1) There is little doubt that tenure sometimes protects the incompetent just as surgery sometimes results in death. But don’t punish everyone for the inadequacies of a small percentage. Tenure exists to protect the free thinker, the radical, the person who professes unpopular ideas or theories. It is particularly necessary today when the politically incorrect can fall prey to more powerful academic forces.
Perhaps what we need is tenure in conjunction with collective bargaining. Shapiro seems to assume that administrators are always caring and correct. History does not bear this out. In any case, those who abuse tenure would probably abuse any controlling system. But, in a sense, this is all tangential to Shapiro’s real point, since she only mentions the tenure of teaching faculty in order to buttress her argument that librarians should give up their tenure along with their faculty status.
2) Shapiro is correct when she insists that performance is the ultimate valorizing principle.
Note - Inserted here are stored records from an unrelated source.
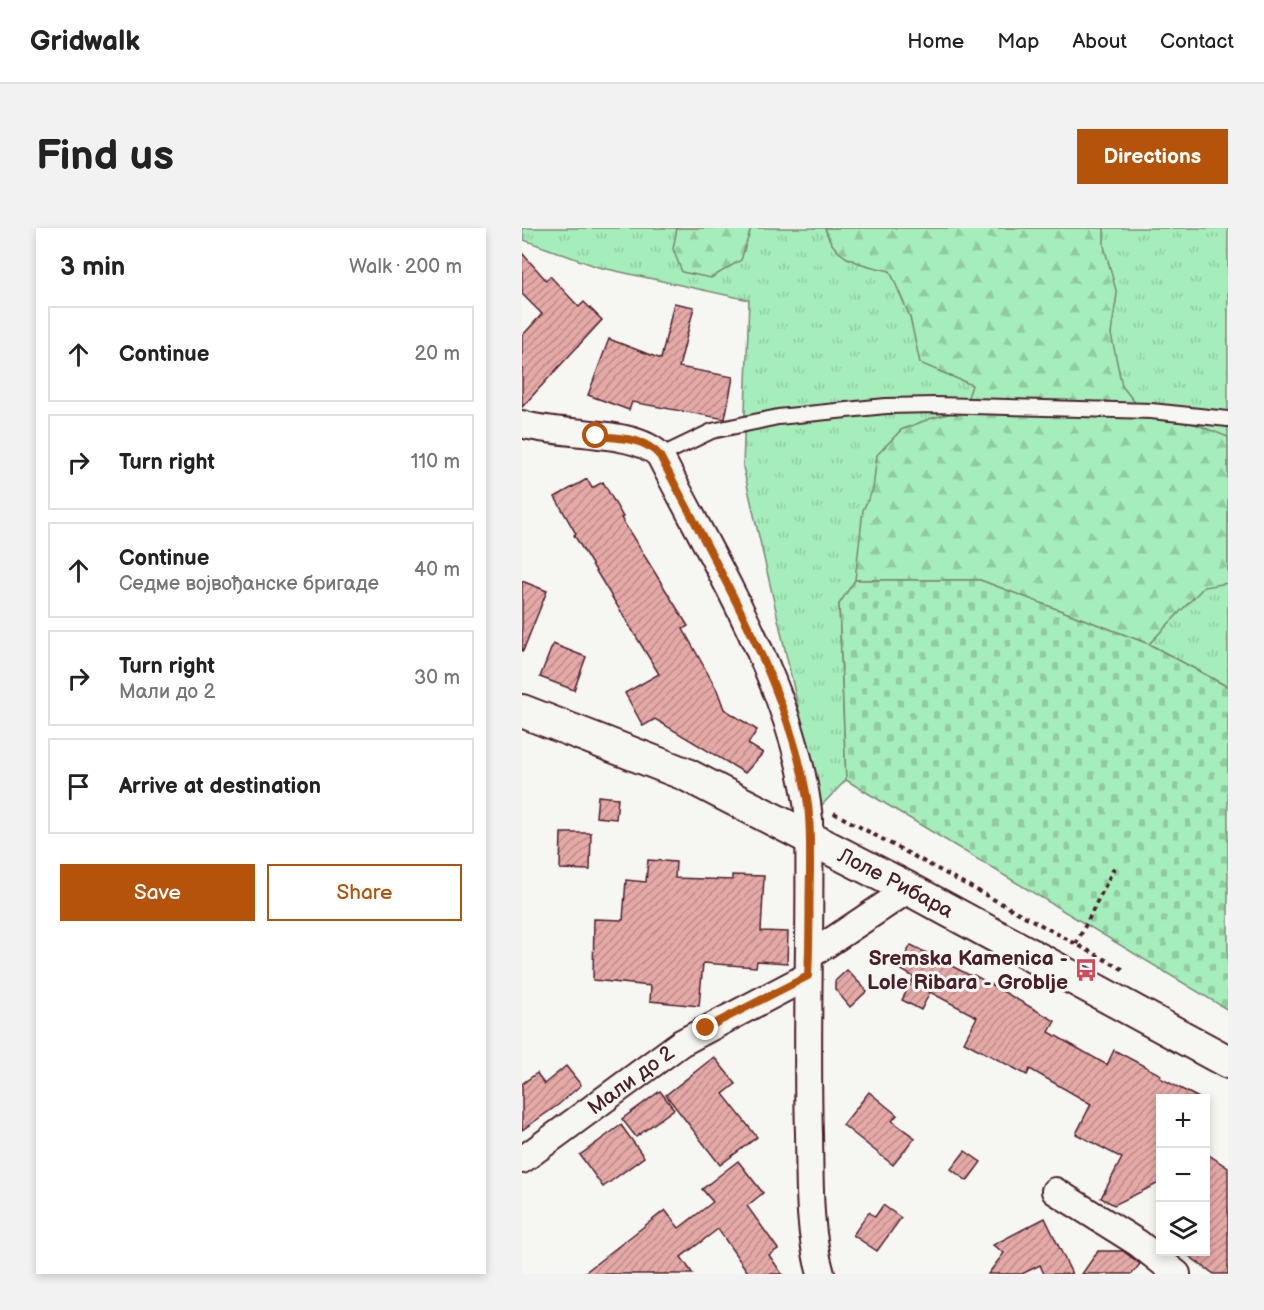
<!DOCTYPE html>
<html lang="en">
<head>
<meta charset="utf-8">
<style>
  :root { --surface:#fff; --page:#f2f2f2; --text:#222; --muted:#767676; --line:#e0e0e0; --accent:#b45309 }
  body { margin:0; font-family:"Balsamiq Sans",sans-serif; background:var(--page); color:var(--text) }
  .controls { position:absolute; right:18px; bottom:18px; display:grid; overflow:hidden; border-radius:0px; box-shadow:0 3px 9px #0003 }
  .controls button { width:54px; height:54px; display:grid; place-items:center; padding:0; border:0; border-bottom:2px solid var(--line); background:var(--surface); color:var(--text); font:30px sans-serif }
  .stop { position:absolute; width:18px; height:18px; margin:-14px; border:4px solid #b45309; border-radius:50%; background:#fff }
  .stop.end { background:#b45309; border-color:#fff; box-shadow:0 2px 6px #0008 }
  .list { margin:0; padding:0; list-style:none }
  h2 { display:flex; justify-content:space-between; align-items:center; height:78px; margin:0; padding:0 24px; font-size:26px }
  h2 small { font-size:20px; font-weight:400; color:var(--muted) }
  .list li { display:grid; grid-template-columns:39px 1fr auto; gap:18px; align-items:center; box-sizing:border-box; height:96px; margin:0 12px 12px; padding:0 12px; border:2px solid var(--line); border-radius:0px }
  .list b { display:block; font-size:22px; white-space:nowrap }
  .list p { margin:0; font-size:20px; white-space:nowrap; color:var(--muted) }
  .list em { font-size:20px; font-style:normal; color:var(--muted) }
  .actions { display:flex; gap:12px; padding:18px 24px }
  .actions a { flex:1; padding:14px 0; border:2px solid var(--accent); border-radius:0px; text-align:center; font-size:21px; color:var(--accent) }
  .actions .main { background:var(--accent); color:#fff }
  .icon { flex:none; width:33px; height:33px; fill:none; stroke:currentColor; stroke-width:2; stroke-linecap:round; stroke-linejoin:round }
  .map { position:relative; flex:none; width:706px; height:1046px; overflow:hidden; border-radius:0px }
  header { display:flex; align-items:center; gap:36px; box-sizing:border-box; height:84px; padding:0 30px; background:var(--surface); border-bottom:2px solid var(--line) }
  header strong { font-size:28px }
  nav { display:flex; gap:33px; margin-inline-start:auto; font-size:21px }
  .intro { display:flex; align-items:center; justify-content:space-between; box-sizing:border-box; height:144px; padding:0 36px }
  h1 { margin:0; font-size:42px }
  .button { padding:15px 27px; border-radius:0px; background:var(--accent); color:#fff; font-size:21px; font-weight:700 }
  main { display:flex; gap:36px; padding:0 36px }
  aside { flex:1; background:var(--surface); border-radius:0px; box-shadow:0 3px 9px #0003 }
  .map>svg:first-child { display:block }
  .grass { fill:url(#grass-tufts); stroke:#788672; stroke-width:1.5 }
  .forest { fill:url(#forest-firs); stroke:#788672; stroke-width:1.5 }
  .cemetery { fill:url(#cemetery-stones); stroke:#788672; stroke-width:1.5 }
  .building { fill:url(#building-hatch); stroke:#4a1f2b; stroke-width:1.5 }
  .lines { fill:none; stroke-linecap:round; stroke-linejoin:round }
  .service-casing { stroke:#4a1f2b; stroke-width:18 }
  .minor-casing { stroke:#4a1f2b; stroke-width:30 }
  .tertiary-casing { stroke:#4a1f2b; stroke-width:36 }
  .path { stroke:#4a1f2b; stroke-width:4; stroke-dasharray:4.5 4.5; stroke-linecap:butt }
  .service { stroke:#f6f6f2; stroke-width:14 }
  .minor { stroke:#f6f6f2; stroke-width:26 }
  .tertiary { stroke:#f6f6f2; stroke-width:32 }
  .route { stroke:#b45309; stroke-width:8 }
  .labels { text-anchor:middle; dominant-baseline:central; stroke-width:6; stroke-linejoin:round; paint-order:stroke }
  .street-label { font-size:21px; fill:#4a1f2b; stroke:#f6f6f2 }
  .poi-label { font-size:21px; font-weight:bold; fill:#4a1f2b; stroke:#f6f6f2; text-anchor:end }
</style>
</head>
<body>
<header>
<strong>Gridwalk</strong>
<nav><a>Home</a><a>Map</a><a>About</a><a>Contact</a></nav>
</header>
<div class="intro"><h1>Find us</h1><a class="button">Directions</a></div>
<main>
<aside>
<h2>3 min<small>Walk · 200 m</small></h2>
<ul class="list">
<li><svg class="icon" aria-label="ahead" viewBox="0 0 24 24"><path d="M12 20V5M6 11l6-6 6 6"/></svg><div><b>Continue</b></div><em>20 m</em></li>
<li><svg class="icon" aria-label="right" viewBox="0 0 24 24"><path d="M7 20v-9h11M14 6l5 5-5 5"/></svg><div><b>Turn right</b></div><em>110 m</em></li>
<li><svg class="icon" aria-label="ahead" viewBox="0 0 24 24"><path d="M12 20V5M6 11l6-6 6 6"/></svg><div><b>Continue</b><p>Седме војвођанске бригаде</p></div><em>40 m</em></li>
<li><svg class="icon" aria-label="right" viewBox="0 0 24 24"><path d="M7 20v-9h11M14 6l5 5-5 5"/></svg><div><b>Turn right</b><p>Мали до 2</p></div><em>30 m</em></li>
<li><svg class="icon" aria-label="arrive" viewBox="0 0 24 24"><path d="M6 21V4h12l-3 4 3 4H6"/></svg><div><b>Arrive at destination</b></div></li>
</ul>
<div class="actions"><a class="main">Save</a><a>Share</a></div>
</aside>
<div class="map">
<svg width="706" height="1046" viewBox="0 0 706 1046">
  <defs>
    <pattern id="grass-tufts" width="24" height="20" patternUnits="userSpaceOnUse" patternTransform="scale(1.5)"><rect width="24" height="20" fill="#a5edba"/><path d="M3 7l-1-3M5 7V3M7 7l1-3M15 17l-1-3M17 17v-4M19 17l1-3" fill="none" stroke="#90cba0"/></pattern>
    <pattern id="forest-firs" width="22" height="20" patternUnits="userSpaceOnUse" patternTransform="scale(1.5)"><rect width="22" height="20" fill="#a5edba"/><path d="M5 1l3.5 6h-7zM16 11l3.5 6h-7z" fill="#90cba0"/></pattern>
    <pattern id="cemetery-stones" width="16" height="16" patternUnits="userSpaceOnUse" patternTransform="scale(1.5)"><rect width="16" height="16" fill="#a5edba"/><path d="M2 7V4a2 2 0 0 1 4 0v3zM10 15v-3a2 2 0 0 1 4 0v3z" fill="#90cba0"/></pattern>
    <pattern id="building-hatch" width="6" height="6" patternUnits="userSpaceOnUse" patternTransform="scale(1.5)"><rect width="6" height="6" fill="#e5aaa7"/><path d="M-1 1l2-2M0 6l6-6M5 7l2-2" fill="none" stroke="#bc8a88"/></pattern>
  </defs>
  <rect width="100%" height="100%" fill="#f6f6f2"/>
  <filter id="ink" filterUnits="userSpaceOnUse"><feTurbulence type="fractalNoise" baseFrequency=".0167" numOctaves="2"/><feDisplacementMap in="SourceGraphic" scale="12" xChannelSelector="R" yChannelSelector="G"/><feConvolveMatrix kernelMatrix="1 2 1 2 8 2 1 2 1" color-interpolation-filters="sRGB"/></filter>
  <g filter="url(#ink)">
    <polygon class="grass" points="0,0 706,0 706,459 627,416 458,352 317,376 324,552 299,578 221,239 227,72 76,39 2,12"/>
    <g class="forest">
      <polygon points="155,0 229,0 219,32 189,50 160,44 151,21"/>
      <path d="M 303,0 L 582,0 L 582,18 L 595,66 L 589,106 L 600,158 L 625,190 L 673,196 L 706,209 L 706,355 L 682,359 L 627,416 L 458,352 L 333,352 L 341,282 L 351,261 L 355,227 L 379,202 L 407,191 L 442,182 L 450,157 L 398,135 L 388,89 L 368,43 C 338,36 312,33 303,0 Z"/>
    </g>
    <polygon class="cemetery" points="333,352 458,352 627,416 706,459 706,782 324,552 317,376"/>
    <g class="building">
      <polygon points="0,25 24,52 28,48 57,79 62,74 80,92 0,179 0,108 20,86 0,66"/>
      <polygon points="152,75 172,79 157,139 211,149 203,191 110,174 107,182 66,167 87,111 139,131"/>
      <polygon points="65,251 70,260 81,254 101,289 99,290 166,398 161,401 195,462 202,481 235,502 226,516 241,525 223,545 133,491 121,498 103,465 137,446 52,307 54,306 33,269"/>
      <polygon points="0,353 25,363 1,423 0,423"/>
      <polygon points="31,416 64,429 52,462 18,449"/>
      <polygon points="76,568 96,570 94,591 74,589"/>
      <polygon points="39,605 69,605 68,642 38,641"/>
      <polygon points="126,632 154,634 153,650 210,652 210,647 242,648 239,703 266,704 265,735 235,733 234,739 181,735 177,778 128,773 129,758 71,752 72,691 101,692 104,652 124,654"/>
      <polygon points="389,717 451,749 452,747 533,793 527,804 585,837 592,822 639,847 638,850 677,870 639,870 639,954 592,977 579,970 600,930 554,906 569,876 508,841 505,847 442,814 455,789 408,764 399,782 380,772 392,749 376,740"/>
      <polygon points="325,742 345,763 328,779 313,761 313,753"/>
      <polygon points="192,829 214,856 201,866 235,909 198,937 144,867"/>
      <polygon points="44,838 59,857 36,877 0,902 0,856 15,845 22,856"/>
      <polygon points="138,863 152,881 114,909 100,891"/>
      <polygon points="347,864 375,887 370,893 393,910 371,937 321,897"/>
      <polygon points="99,897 122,929 81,959 58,927"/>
      <polygon points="443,923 459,934 445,953 429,941"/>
      <polygon points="684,925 706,940 706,1046 692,1046 660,1023 684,1023"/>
      <polygon points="216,933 241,965 225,978 256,1021 247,1027 260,1046 227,1046 196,1001 159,1029 171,1046 61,1046 143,982 157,1000 191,974 180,961"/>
      <polygon points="361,977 379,990 355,1023 331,1007 347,984 353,989"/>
      <polygon points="523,990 550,1046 522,1046 518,1037 500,1046 466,1046 482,1025 471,1017"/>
      <polygon points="576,1023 601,1023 618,1036 610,1046 560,1046"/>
    </g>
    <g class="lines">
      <g class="service-casing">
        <polyline id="service" points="138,228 190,203 256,189 364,178 414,177 629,183 706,191"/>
      </g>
      <g class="minor-casing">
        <g id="minor">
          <path d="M 0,196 C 36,208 115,201 138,228 C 194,338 275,467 287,591 C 289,696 284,801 287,906 C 288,952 286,1001 299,1046"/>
          <polyline points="287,728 387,661"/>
          <path id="s1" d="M 0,932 L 159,815 L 286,748"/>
          <polyline points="533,963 616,1015 655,1046"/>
        </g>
      </g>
      <g class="tertiary-casing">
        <g id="tertiary">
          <path id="s2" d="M 0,483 L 163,546 L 387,661 L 706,834"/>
        </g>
      </g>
      <g class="path">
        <polyline points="312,585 604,743"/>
        <polyline points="554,716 593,638"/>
      </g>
      <use href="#service" class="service"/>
      <use href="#minor" class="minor"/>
      <use href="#tertiary" class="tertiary"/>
    </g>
  </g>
  <g class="lines" filter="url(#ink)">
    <path class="route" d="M 74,208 C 97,210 122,209 138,228 C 192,333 265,453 285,570 C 289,594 288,619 288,643 C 287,678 288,713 286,748 L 184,800"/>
  </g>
  <defs>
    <g id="bus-bare" transform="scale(1.8)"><path d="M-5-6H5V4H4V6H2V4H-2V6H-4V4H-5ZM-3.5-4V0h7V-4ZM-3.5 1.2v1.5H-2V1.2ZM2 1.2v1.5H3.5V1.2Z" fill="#d1495b" stroke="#f6f6f2" stroke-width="2.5" paint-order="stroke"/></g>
  </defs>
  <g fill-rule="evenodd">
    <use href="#bus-bare" x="564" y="742"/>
  </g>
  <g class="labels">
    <g class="street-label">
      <text stroke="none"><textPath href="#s2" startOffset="412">Лоле Рибара</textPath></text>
      <text stroke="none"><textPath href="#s1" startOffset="135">Мали до 2</textPath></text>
    </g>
    <g class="poi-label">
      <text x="546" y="730">Sremska Kamenica -<tspan x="546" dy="24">Lole Ribara - Groblje</tspan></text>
    </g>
  </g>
</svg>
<div class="controls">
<button>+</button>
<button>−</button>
<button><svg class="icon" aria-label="layers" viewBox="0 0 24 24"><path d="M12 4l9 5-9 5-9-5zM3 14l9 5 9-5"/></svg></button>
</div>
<div class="stop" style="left:74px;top:208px"></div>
<div class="stop end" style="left:184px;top:800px"></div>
</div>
</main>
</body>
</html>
But the abrogation of faculty status, after so many hard-won battles, simply because it entails additional commitments and obligations (and this is the subtext undergirding everything Shapiro says) would be extraordinarily foolhardy as well as psychologically traumatic to those who value this professional honor more than all other employee benefits including salary.
3) Shapiro’s contention that faculty status has not had any beneficial effects on librarians is so wrong-headed that it cries out for comment. In the academy, status, privilege, and compensation all redound in greater measure to faculty members than to staff. Here is a simplistic example: Librarians in the Minnesota State University system receive the same compensation as teaching faculty, and since the salary schedule is fairly equitable, librarians earn a good wage. This is not the case at other institutions, where there is a disparity between the salary of librarians and the compensation of teaching faculty.
At Shapiro’s hypothetical school, medical professors assuredly earn more than their colleagues in the English Department, but one can be sure that everyone is better paid than the untenurable librarians (who undoubtedly would lose their jobs under retrenchment long before a tenured neurology professor). Analogously, there was a time when people with master’s degrees in instructional development attempted to help faculty members improve their courses. It did not work. These professors, whose doctorates, faculty status, and tenure gave them an inflated sense of self-importance, did not respect the nontenurable helpers.
4) Those academic librarians who do not honor faculty status and all of the obligations that accompany it—including university governance, research and publication, teaching (in various forms), and some substantive knowledge in both librarianship and at least one other discipline, should perhaps reconsider their professional commitments. Instead of advocating the abrogation of faculty status for all librarians, they might simply move over to a public or special collection. If Shapiro and those who agree with her “stop promoting unproductive issues such as faculty status,” they may find themselves unemployed.